THE DATA: Begin
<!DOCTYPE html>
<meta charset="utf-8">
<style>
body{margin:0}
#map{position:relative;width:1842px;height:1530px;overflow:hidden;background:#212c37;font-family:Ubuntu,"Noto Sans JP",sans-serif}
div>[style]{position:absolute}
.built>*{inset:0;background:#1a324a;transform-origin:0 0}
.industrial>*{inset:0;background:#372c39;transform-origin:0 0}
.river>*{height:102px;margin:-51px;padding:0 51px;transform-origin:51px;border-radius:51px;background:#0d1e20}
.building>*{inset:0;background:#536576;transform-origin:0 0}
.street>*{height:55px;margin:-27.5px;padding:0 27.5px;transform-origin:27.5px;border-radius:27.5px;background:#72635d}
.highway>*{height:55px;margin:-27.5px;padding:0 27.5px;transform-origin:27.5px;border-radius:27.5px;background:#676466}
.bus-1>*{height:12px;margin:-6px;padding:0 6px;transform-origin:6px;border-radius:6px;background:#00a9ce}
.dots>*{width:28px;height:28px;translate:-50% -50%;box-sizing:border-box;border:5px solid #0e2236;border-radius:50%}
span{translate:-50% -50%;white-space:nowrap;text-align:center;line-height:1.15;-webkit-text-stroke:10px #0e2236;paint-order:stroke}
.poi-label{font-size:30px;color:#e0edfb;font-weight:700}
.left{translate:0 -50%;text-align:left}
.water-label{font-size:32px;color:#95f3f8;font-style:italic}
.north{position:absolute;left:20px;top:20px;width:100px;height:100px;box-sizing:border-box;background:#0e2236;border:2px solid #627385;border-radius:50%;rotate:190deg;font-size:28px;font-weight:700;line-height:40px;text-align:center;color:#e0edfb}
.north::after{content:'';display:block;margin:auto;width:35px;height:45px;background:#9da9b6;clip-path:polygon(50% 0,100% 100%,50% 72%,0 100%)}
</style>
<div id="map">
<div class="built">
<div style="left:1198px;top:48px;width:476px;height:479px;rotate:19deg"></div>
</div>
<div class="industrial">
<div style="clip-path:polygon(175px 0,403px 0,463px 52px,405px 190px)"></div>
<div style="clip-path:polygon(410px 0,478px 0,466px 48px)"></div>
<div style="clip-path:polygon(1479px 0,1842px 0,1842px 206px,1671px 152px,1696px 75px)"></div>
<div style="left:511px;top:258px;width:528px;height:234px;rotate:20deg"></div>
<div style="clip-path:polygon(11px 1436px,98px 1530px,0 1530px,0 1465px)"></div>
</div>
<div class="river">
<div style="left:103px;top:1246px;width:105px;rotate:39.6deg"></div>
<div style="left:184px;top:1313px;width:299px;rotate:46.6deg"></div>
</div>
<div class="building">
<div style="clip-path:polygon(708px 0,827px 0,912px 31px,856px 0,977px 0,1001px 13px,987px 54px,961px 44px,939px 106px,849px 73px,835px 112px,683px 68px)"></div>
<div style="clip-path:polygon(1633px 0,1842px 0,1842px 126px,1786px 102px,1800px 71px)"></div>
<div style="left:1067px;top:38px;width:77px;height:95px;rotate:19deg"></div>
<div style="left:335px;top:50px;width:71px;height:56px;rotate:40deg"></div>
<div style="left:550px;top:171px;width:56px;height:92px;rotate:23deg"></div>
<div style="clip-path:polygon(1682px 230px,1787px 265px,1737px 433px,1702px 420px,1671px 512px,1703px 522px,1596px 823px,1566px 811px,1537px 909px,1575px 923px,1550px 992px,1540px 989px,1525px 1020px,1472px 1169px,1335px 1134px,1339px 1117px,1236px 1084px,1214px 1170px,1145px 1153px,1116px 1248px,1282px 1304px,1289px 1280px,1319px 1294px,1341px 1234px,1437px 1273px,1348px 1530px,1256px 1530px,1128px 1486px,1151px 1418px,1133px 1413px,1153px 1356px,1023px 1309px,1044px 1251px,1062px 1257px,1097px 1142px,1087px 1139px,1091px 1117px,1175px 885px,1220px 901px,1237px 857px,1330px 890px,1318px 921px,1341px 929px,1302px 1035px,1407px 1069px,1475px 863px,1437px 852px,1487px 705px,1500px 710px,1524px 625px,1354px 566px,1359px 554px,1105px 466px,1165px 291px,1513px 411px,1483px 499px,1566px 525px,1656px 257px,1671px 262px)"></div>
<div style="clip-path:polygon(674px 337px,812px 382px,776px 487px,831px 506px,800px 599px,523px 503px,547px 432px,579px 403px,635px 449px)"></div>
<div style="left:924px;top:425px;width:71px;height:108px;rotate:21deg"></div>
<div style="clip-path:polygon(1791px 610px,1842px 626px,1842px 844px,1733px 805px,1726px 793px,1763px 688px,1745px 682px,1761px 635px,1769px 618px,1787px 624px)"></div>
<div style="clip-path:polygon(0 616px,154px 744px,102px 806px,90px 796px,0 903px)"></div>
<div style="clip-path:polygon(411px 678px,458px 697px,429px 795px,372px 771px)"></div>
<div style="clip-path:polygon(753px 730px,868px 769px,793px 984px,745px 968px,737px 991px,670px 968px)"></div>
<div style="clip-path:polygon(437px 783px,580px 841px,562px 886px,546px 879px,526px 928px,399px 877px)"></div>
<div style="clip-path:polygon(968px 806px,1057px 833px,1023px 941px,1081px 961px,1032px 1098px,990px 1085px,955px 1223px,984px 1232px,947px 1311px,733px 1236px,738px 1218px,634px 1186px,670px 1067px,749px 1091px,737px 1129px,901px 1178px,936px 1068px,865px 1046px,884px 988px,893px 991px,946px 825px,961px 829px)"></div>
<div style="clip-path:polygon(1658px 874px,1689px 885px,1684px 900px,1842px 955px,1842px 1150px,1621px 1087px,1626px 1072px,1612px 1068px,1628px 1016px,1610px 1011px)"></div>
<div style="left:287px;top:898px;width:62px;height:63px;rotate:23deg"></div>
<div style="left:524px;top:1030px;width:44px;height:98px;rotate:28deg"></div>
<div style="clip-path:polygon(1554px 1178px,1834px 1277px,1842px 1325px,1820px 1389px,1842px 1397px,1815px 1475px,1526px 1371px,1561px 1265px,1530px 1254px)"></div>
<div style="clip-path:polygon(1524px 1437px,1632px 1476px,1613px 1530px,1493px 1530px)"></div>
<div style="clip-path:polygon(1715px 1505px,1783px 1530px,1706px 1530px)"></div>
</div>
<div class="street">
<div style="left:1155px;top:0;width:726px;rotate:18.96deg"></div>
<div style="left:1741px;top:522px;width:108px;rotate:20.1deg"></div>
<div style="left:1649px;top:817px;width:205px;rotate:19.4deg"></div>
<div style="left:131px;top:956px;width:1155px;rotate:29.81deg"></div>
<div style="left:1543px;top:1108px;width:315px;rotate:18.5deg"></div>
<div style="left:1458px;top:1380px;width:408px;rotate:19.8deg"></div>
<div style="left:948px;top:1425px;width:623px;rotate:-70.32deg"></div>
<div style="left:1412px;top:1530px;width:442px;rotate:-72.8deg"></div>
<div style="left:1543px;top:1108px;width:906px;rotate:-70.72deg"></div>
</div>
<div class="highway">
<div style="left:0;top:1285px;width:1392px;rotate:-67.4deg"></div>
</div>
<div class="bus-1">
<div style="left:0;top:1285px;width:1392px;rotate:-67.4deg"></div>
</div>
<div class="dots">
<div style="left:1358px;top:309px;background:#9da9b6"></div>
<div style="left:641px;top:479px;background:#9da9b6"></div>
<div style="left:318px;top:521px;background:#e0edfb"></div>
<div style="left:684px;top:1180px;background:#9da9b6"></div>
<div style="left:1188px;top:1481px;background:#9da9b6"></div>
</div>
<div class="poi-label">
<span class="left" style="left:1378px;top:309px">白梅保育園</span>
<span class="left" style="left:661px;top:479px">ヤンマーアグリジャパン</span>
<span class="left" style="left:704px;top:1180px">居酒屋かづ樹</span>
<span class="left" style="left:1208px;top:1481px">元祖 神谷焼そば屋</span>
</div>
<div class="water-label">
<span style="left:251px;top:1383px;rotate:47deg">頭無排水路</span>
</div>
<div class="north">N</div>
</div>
THE DATA: End
# TASK TO CARRY OUT:
Lines in the data containing the string "river" are to be counted; give that number alone.

# EXERCISE SOLUTION:
2